Tensions communautaires en Inde : Le contenu du clip généré par IA qui a valu au BJP des accusations d’appel au meurtre

L’utilisation des nouvelles technologies dans la sphère politique indienne vient de franchir un cap inquiétant dans l’État de l’Assam. Alors que la région se prépare à des élections cruciales prévues pour mars ou avril, une vidéo diffusée par le parti au pouvoir a provoqué une onde de choc immédiate, obligeant ses auteurs à un retrait précipité face à la gravité des images.

Selon nos confrères d’Al Jazeera, le Bharatiya Janata Party (BJP), formation nationaliste hindoue du Premier ministre Narendra Modi, a partagé samedi dernier un clip d’une vingtaine de secondes sur les réseaux sociaux.
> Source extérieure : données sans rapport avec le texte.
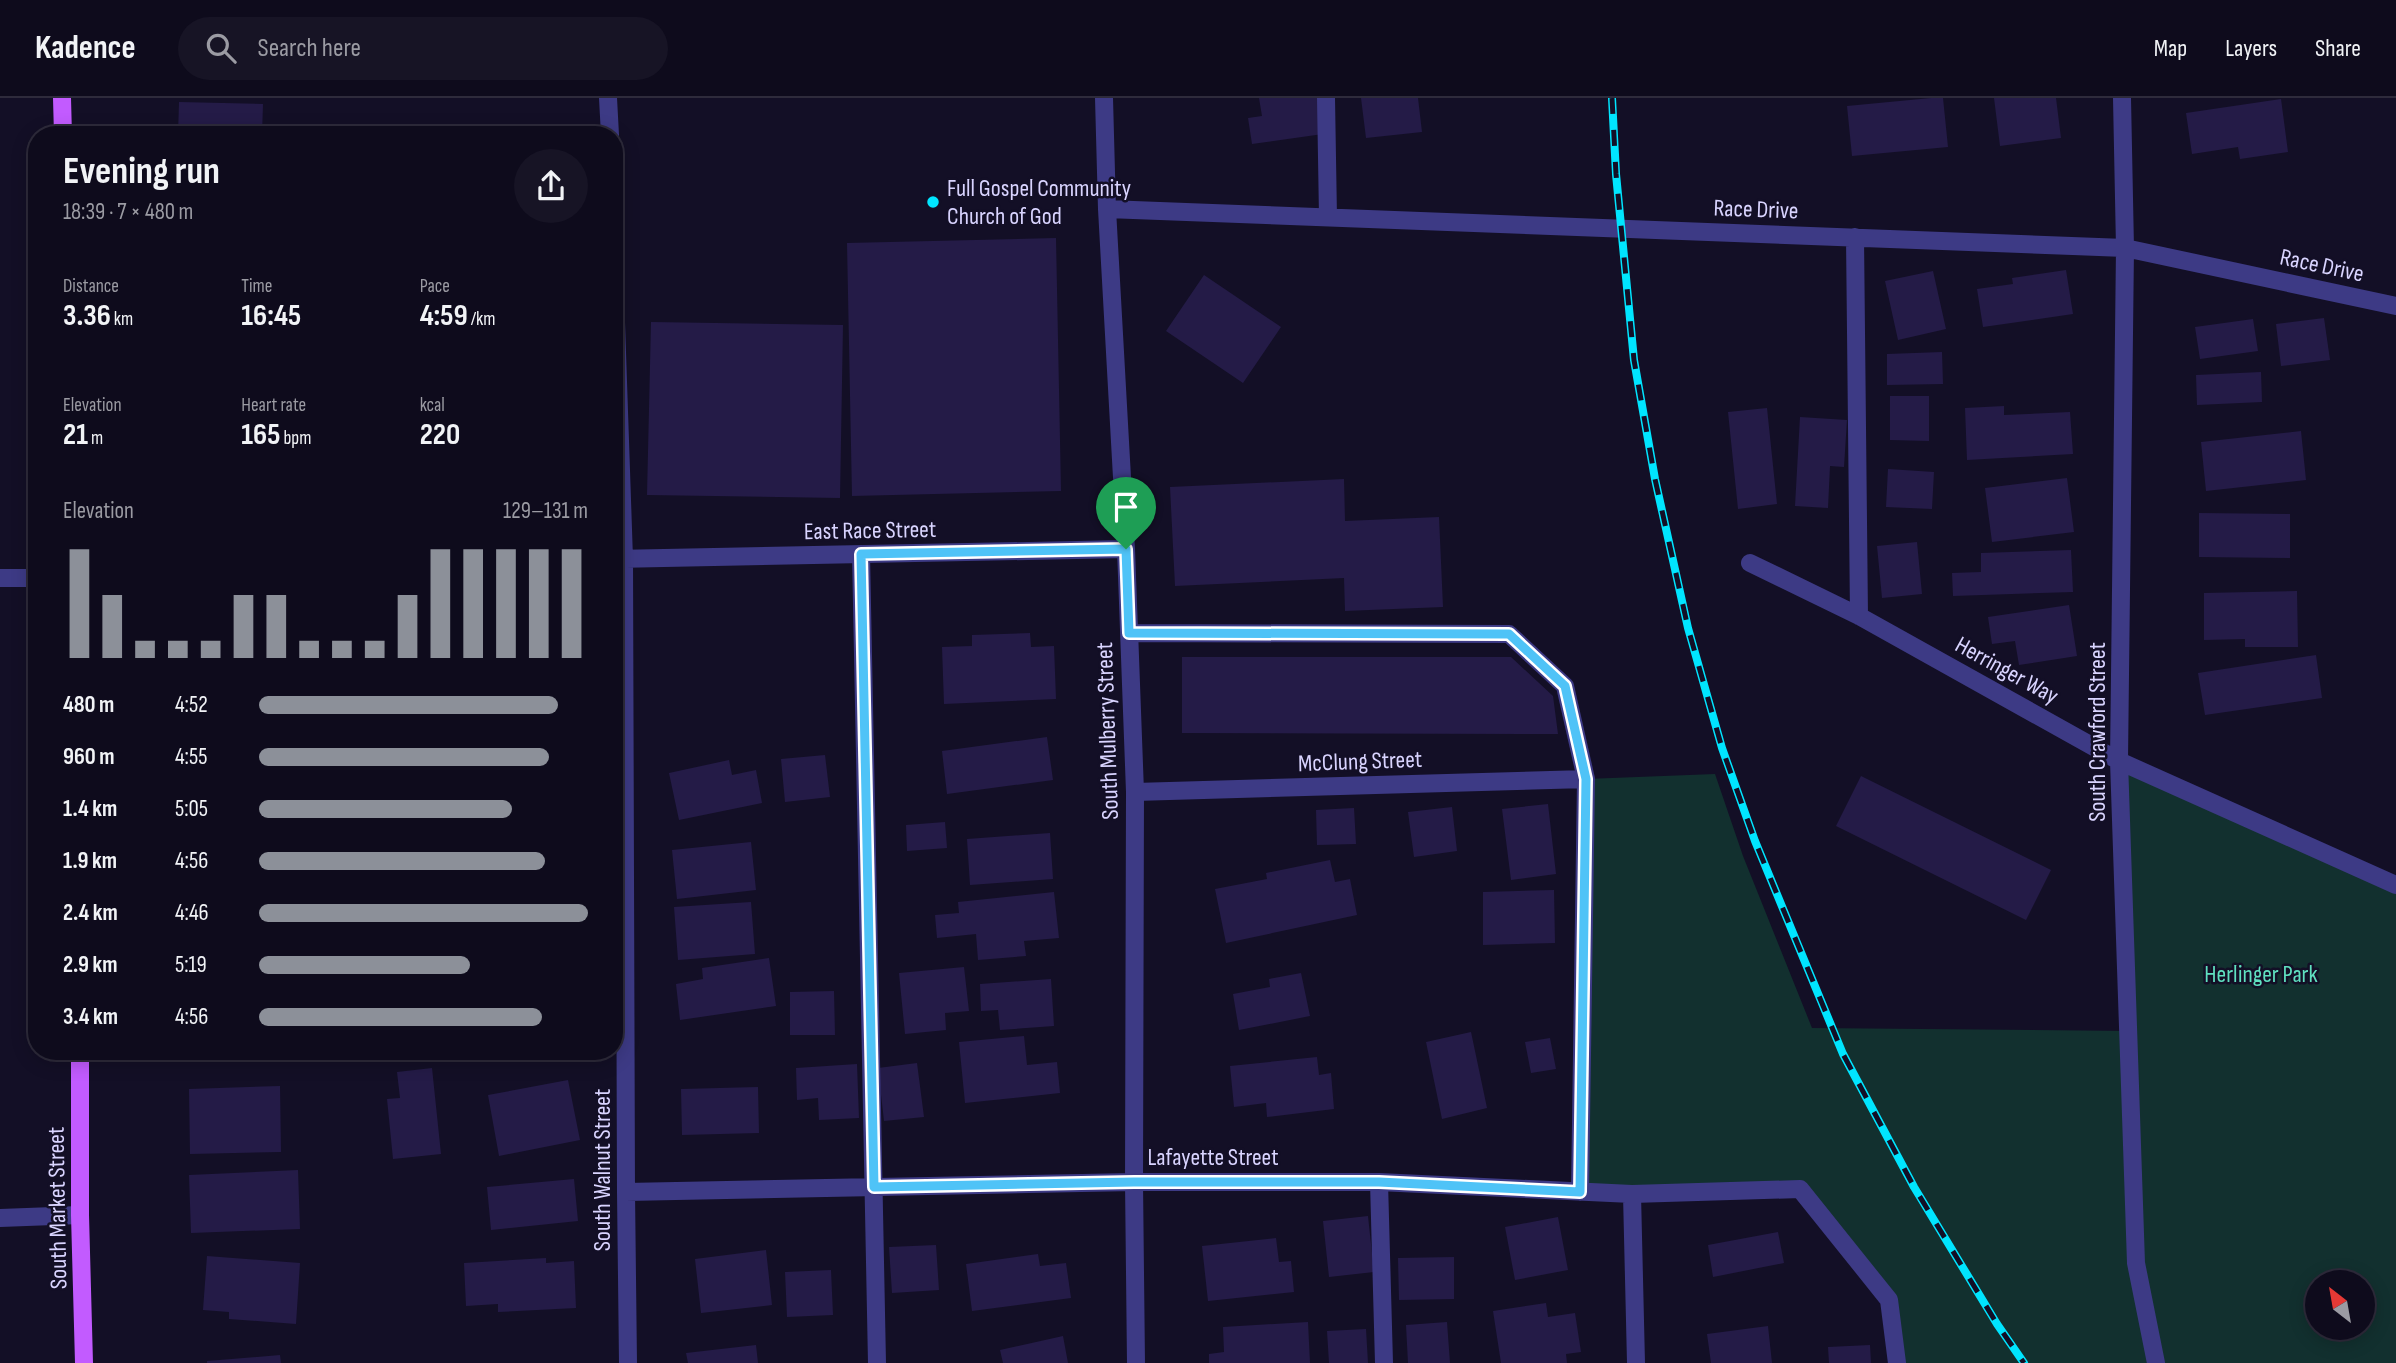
<!DOCTYPE html>
<html lang="en">
<head>
<meta charset="utf-8">
<style>
  :root { --surface:#0e0b1c; --page:#171425; --text:#f1f3f6; --muted:#9b9ba3; --line:#2e2b3b; --accent:#8c9099 }
  body { margin:0; font-family:"Sofia Sans Condensed",sans-serif; background:var(--page); color:var(--text); height:100vh; display:flex; flex-direction:column; font-size:26px; white-space:nowrap }
  * { box-sizing:border-box; margin:0 }
  p { font-size:23px; color:var(--muted) }
  .icon { flex:none; width:38px; height:38px; fill:none; stroke:currentColor; stroke-width:2; stroke-linecap:round; stroke-linejoin:round }
  .map { position:relative; flex:1; overflow:hidden }
  .details { position:absolute; left:28px; top:28px; width:595px; height:934px; display:flex; flex-direction:column; background:var(--surface); border-radius:28px; box-shadow:0 4px 18px #0003,0 0 0 2px var(--line) }
  .details>* { flex:none }
  .needle { width:46px; rotate:329deg }
  .buttons { position:absolute; left:2305px; top:1172px; display:grid; gap:14px }
  .buttons a { display:grid; place-items:center; width:70px; height:70px; border-radius:50%; background:var(--surface); box-shadow:0 4px 18px #0003,0 0 0 2px var(--line); font-size:35px }
  .pin { position:absolute; display:grid; place-items:center; width:60px; height:60px; color:#fff; margin:-72px -30px; border-radius:50% 50% 50% 0; rotate:-45deg; box-shadow:0 0 7px #0007 }
  .pin .icon { rotate:45deg }
  .round { display:grid; place-items:center; flex:none; width:74px; height:74px; border-radius:37px; background:var(--page) }
  .summary { display:flex; align-items:center; justify-content:space-between; height:119px; padding:0 35px }
  h1 { font-size:38px; font-weight:700; line-height:52px }
  .figures { display:grid; grid-template-columns:repeat(3,1fr); gap:10px; height:119px; padding:7px 35px }
  .figures div { display:grid; align-content:center }
  .figures b { font-size:30px; font-weight:700 }
  .figures small { font-size:19px; font-weight:400 }
  .figures p { font-size:19px }
  .chart { height:196px; padding:14px 35px }
  .chart p { display:flex; justify-content:space-between }
  .chart svg { width:100%; height:126px; margin-top:7px; stroke:var(--accent); stroke-width:6 }
  ul { padding:0 35px; list-style:none; font-size:23px }
  li { display:grid; grid-template-columns:112px 84px 1fr; align-items:center; height:52px }
  li i { height:18px; border-radius:9px; background:var(--accent) }
  header { display:flex; align-items:center; gap:42px; box-sizing:border-box; height:98px; padding:0 35px; background:var(--surface); border-bottom:2px solid var(--line) }
  header strong { font-size:33px }
  nav { display:flex; gap:38px; margin-inline-start:auto; font-size:24px }
  .search { width:490px; height:63px; background:var(--page); display:flex; align-items:center; gap:18px; box-sizing:border-box; padding:0 24px; border-radius:38px; color:var(--muted); font-size:26px }
  .map>svg:first-child { display:block }
  .green { fill:#12302f; fill-rule:evenodd }
  .building { fill:#241b47 }
  .lines { fill:none; stroke-linecap:round; stroke-linejoin:round }
  .minor { stroke:#3d3a85; stroke-width:18 }
  .major { stroke:#c25bff; stroke-width:18 }
  .rail-casing { stroke:#00e5ff; stroke-width:8 }
  .rail { stroke:#130f26; stroke-width:5; stroke-dasharray:16; stroke-linecap:butt }
  .route-casing { stroke:#fff; stroke-width:14 }
  .route { stroke:#4fc3f7; stroke-width:9 }
  .poi-dot { fill:#00e5ff; stroke:#130f26; stroke-width:2.5 }
  .labels { text-anchor:middle; stroke-width:5; stroke-linejoin:round; paint-order:stroke }
  .poi-label { font-size:24px; fill:#d9d4ff; stroke:#130f26; text-anchor:start }
  .street-label { font-size:24px; fill:#d9d4ff; stroke:#130f26 }
  .park-label { font-size:24px; fill:#5fe0c0; stroke:#130f26 }
</style>
</head>
<body>
<header>
<strong>Kadence</strong>
<div class="search"><svg class="icon" aria-label="search" viewBox="0 0 24 24"><circle cx="10" cy="10" r="6"/><path d="M15 15l6 6"/></svg>Search here</div>
<nav><a>Map</a><a>Layers</a><a>Share</a></nav>
</header>
<div class="map">
<svg width="2396" height="1265" viewBox="0 0 2396 1265">
  <rect width="100%" height="100%" fill="#130f26"/>
  <path class="green" d="M2119,663L2396,787V1265H1897L1889,1202L1800,1091L1580,1094L1586,681L1715,676L1743,758L1812,930L2128,933ZM2317,1185H2362V1230H2317Z"/>
  <path class="building" d="M1259,0H1317L1323,36L1252,46L1248,20L1262,18Z
    M1361,0H1418L1422,34L1366,40Z
    M1931,0H1943L1948,49L1852,58L1847,8Z
    M1994,0H2056L2061,40L2000,48Z
    M2281,1L2288,54L2240,61L2238,49L2192,56L2186,15Z
    M179,4L263,6L262,37H178Z
    M1056,140L1061,393L852,398L847,145Z
    M2066,172L2073,216L1983,229L1977,191L2013,186L2012,180Z
    M1933,173L1946,231L1898,242L1885,183Z
    M1204,177L1281,229L1243,285L1166,233Z
    M2324,220L2330,262L2281,268L2276,226Z
    M2253,221L2258,253L2200,261L2195,229Z
    M651,224L843,227L840,400L647,397Z
    M1942,254L1943,286L1887,287V256Z
    M2261,274L2262,304L2197,307L2196,277Z
    M1890,298H1929V343L1890,342Z
    M2004,308V317L2070,314L2073,356L1967,362L1965,310Z
    M1767,310L1777,406L1738,411L1728,314Z
    M1800,319L1847,322L1844,369L1830,368L1828,410L1795,408Z
    M2301,333L2306,382L2206,393L2201,344Z
    M1888,371L1934,374L1932,411L1886,409Z
    M2067,380L2074,434L1992,444L1985,390Z
    M1344,381L1345,423L1439,419L1443,509L1345,513L1344,480L1175,488L1170,389Z
    M2199,415L2290,416V460L2199,459Z
    M1917,444L1922,496L1882,500L1877,448Z
    M2071,452L2073,494L1953,498L1952,475L1981,474V455Z
    M2297,493L2298,549H2245V541L2204,542V495Z
    M2069,507L2077,558L2019,567L2015,543L1992,546L1988,519Z
    M1030,535L1031,549L1054,548L1056,601L944,606L942,549L972,548V537Z
    M2316,557L2322,600L2205,617L2198,575Z
    M1182,559H1511L1553,598L1558,636L1182,635Z
    M1047,639L1053,682L947,696L942,653Z
    M825,657L830,699L785,704L781,661Z
    M729,662L732,677L756,672L762,705L679,722L669,675Z
    M1861,678L2051,772L2026,822L1836,728Z
    M1548,706L1556,776L1511,782L1502,711Z
    M1452,709L1457,753L1414,759L1408,714Z
    M1354,710L1356,746L1317,747L1316,712Z
    M945,724L947,750L907,753L906,727Z
    M1050,735L1053,781L970,787L967,741Z
    M751,744L756,792L677,801L672,752Z
    M1330,762L1335,784L1350,781L1357,817L1226,845L1215,791L1267,781L1266,775Z
    M1554,792L1555,845L1483,847V794Z
    M1054,794L1059,840L1024,843L1026,858L978,862L976,836L937,840L935,817L959,815L958,804Z
    M751,804L755,856L678,862L674,809Z
    M769,860L776,908L680,922L676,886L703,881L702,870Z
    M964,869L969,913L945,915L946,932L905,936L899,875Z
    M1301,875L1310,918L1239,932L1233,896L1270,889L1269,881Z
    M1051,881L1054,928L1000,932L998,912L981,913L980,886Z
    M834,893L835,937H790V894Z
    M1471,934L1487,1010L1442,1021L1426,944Z
    M1024,938L1027,967L1057,964L1060,995L965,1005L959,944Z
    M1550,940L1556,971L1531,975L1525,944Z
    M1317,959L1319,977L1331,975L1334,1011L1267,1019L1266,1005L1234,1009L1230,968Z
    M917,965L924,1019L884,1023L878,970Z
    M857,966L859,1020L819,1022L818,1000L797,1002L796,970Z
    M432,970L441,1056L393,1061L387,1001L400,1000L397,974Z
    M568,982L580,1042L499,1058L488,997Z
    M280,988L281,1054L190,1056L189,991Z
    M758,989L759,1035L682,1037L681,991Z
    M298,1072L300,1131L191,1135L189,1077Z
    M574,1081L578,1123L491,1132L487,1089Z
    M1368,1118L1374,1174L1329,1179L1323,1123Z
    M1558,1119L1568,1172L1515,1182L1505,1129Z
    M1778,1134L1784,1165L1713,1179L1708,1147Z
    M1276,1140L1279,1164L1291,1163L1294,1194L1208,1203L1202,1148Z
    M936,1147L939,1192L892,1195L889,1149Z
    M766,1152L772,1207L701,1215L695,1161Z
    M1038,1156L1040,1168L1066,1165L1071,1200L972,1213L966,1166Z
    M207,1158L300,1165L296,1226L229,1221V1214L203,1212Z
    M1454,1159V1201L1399,1202L1398,1160Z
    M546,1160V1165L574,1163L576,1210L498,1214V1206L466,1208L464,1165Z
    M831,1172L833,1217L787,1219L785,1174Z
    M1546,1205L1548,1219L1575,1215L1581,1254L1566,1256L1567,1265H1501L1493,1213Z
    M1308,1224L1310,1265H1209V1256L1224,1254L1223,1229Z
    M1447,1224L1450,1265H1408L1406,1227Z
    M1768,1228L1772,1265H1711L1707,1236Z
    M1366,1231L1368,1265H1329L1327,1233Z
    M1063,1238L1068,1265H1003L1000,1252Z
    M756,1247L758,1265H688L686,1255Z
    M1870,1247L1871,1265H1829L1828,1249Z
    M280,1257L281,1265H207V1263Z"/>
  <g class="lines">
    <path class="minor" d="M608,0L610,37
      M1104,0L1107,111L1126,451L1135,694L1134,1084L1136,1265
      M1326,0L1328,119
      M2122,0L2125,150L2119,663L2136,1165L2156,1265
      M1107,111L2125,150L2396,208
      M1855,139L1859,518
      M614,165L624,461L626,1094L628,1265
      M861,456L877,1265
      M614,461L1126,451
      M1750,465L1859,518L2119,663L2396,787
      M0,480H37
      M1129,535L1509,536L1565,588L1586,681L1580,1094
      M1135,694L1586,681
      M1379,1084L1384,1265
      M626,1094L1134,1084H1379L1632,1096L1800,1091L1889,1202L1897,1265
      M1632,1096L1636,1265
      M0,1120L80,1117"/>
    <path class="major" d="M62,0L63,37
      M80,954V1117L84,1265"/>
    <defs>
      <path id="rail" d="M1612,0L1616,76L1634,262L1655,381L1688,530L1722,650L1755,743L1843,956L1914,1089L1997,1226L2024,1265"/>
    </defs>
    <use href="#rail" class="rail-casing"/>
    <use href="#rail" class="rail"/>
  </g>
  <g class="lines">
    <defs>
      <path id="route" d="M1126,451L1129,535L1509,536L1565,588L1586,681L1580,1094L1379,1084H1134L874,1089L861,456Z"/>
    </defs>
    <use href="#route" class="route-casing"/>
    <use href="#route" class="route"/>
  </g>
  <circle class="poi-dot" cx="933" cy="104" r="7"/>
  <g class="labels">
    <g class="poi-label">
      <text x="947" y="98">Full Gospel Community<tspan x="947" dy="28">Church of God</tspan></text>
    </g>
    <g class="street-label">
      <text transform="translate(1756 111) rotate(2)" y="8">Race Drive</text>
      <text transform="translate(2322 167) rotate(12)" y="8">Race Drive</text>
      <text transform="translate(870 432) rotate(-1)" y="8">East Race Street</text>
      <text transform="translate(2007 572) rotate(29)" y="8">Herringer Way</text>
      <text transform="translate(1107 633) rotate(-92)" y="8">South Mulberry Street</text>
      <text transform="translate(2097 634) rotate(-90)" y="8">South Crawford Street</text>
      <text transform="translate(1360 663) rotate(-2)" y="8">McClung Street</text>
      <text x="1213" y="1067">Lafayette Street</text>
      <text transform="translate(602 1072) rotate(-90)" y="8">South Walnut Street</text>
      <text transform="translate(57 1110) rotate(-91)" y="8">South Market Street</text>
    </g>
    <g class="park-label">
      <text x="2261" y="884">Herlinger Park</text>
    </g>
  </g>
</svg>
<div class="buttons">
<a><svg class="needle" viewBox="-14 -14 28 28"><path d="M0-13l5 13h-10z" fill="#e53935"/><path d="M0 13l5-13h-10z" fill="#9b9ba3"/></svg></a>
</div>
<div class="pin" style="left:1126px;top:451px;background:#1e9e55"><svg class="icon" aria-label="arrive" viewBox="0 0 24 24"><path d="M6 21V4h12l-3 4 3 4H6"/></svg></div>
<section class="details">
<div class="summary"><div><h1>Evening run</h1><p>18:39 · 7 × 480 m</p></div><a class="round"><svg class="icon" aria-label="share" viewBox="0 0 24 24"><path d="M12 15V3M7 8l5-5 5 5M5 13v7h14v-7"/></svg></a></div>
<div class="figures">
<div><p>Distance</p><b>3.36<small> km</small></b></div>
<div><p>Time</p><b>16:45</b></div>
<div><p>Pace</p><b>4:59<small> /km</small></b></div>
</div>
<div class="figures">
<div><p>Elevation</p><b>21<small> m</small></b></div>
<div><p>Heart rate</p><b>165<small> bpm</small></b></div>
<div><p>kcal</p><b>220</b></div>
</div>
<div class="chart"><p><span>Elevation</span>129–131 m</p>
<svg viewBox="0 0 160 44" preserveAspectRatio="none"><path d="M5 44V6M15 44V22M25 44V38M35 44V38M45 44V38M55 44V22M65 44V22M75 44V38M85 44V38M95 44V38M105 44V22M115 44V6M125 44V6M135 44V6M145 44V6M155 44V6"/></svg>
</div>
<ul>
<li><b>480 m</b>4:52<i style="width:91%"></i></li>
<li><b>960 m</b>4:55<i style="width:88%"></i></li>
<li><b>1.4 km</b>5:05<i style="width:77%"></i></li>
<li><b>1.9 km</b>4:56<i style="width:87%"></i></li>
<li><b>2.4 km</b>4:46<i style="width:100%"></i></li>
<li><b>2.9 km</b>5:19<i style="width:64%"></i></li>
<li><b>3.4 km</b>4:56<i style="width:86%"></i></li>
</ul>
</section>
</div>
</body>
</html>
La vidéo, loin d’être une captation réelle, se révèle être un montage généré par intelligence artificielle. Elle met en scène le ministre en chef de l’État, Himanta Biswa Sarma, dans une posture martiale, fusil à la main, sur fond de musique dramatique.

Ce qui a déclenché l’indignation n’est pas tant l’usage de l’IA que le scénario explicite qu’elle dépeint. Le montage, intitulé « Pas de pitié », montre le dirigeant politique faisant feu sur deux hommes musulmans, le tout accompagné de slogans tels que « Un Assam sans étrangers ». Une imagerie violente où le ministre apparaît également en tenue de cow-boy, pistolet au poing, brouillant la frontière entre communication politique et incitation virtuelle à l’élimination physique.

La réaction de l’opposition ne s’est pas fait attendre. Le Congrès national indien a qualifié la séquence d’« appel à la violence de masse et au génocide ». Face au tollé, la section locale du BJP a supprimé le contenu sans fournir d’explication officielle. Interrogé par la presse locale, Ranjib Kumar Sarma, un cadre du parti, a simplement botté en touche : « Il n’y a pas de commentaire. Cela a été supprimé. Il n’y a rien à dire. »

Cet incident s’inscrit dans un contexte de tensions communautaires exacerbées dans cet État du nord-est de l’Inde, où vivent plus de 12 millions de musulmans. Himanta Biswa Sarma est régulièrement pointé du doigt pour sa rhétorique visant spécifiquement les musulmans d’origine bengalie, qu’il qualifie de « Miya Muslims ». Le mois dernier, il avait exhorté les résidents à leur mener « la vie dure », suggérant même de sous-payer les conducteurs de pousse-pousse issus de cette communauté pour les forcer au départ.

L’usage de l’intelligence artificielle pour véhiculer ces messages de haine préoccupe les observateurs. En septembre dernier, une autre vidéo générée par IA, intitulée « L’Assam sans le BJP », dépeignait déjà un État envahi par des « immigrants illégaux ». Selon les données du India Hate Lab, le pays a enregistré plus de 1 300 événements liés aux discours de haine en 2025, dont la quasi-totalité visait la minorité musulmane.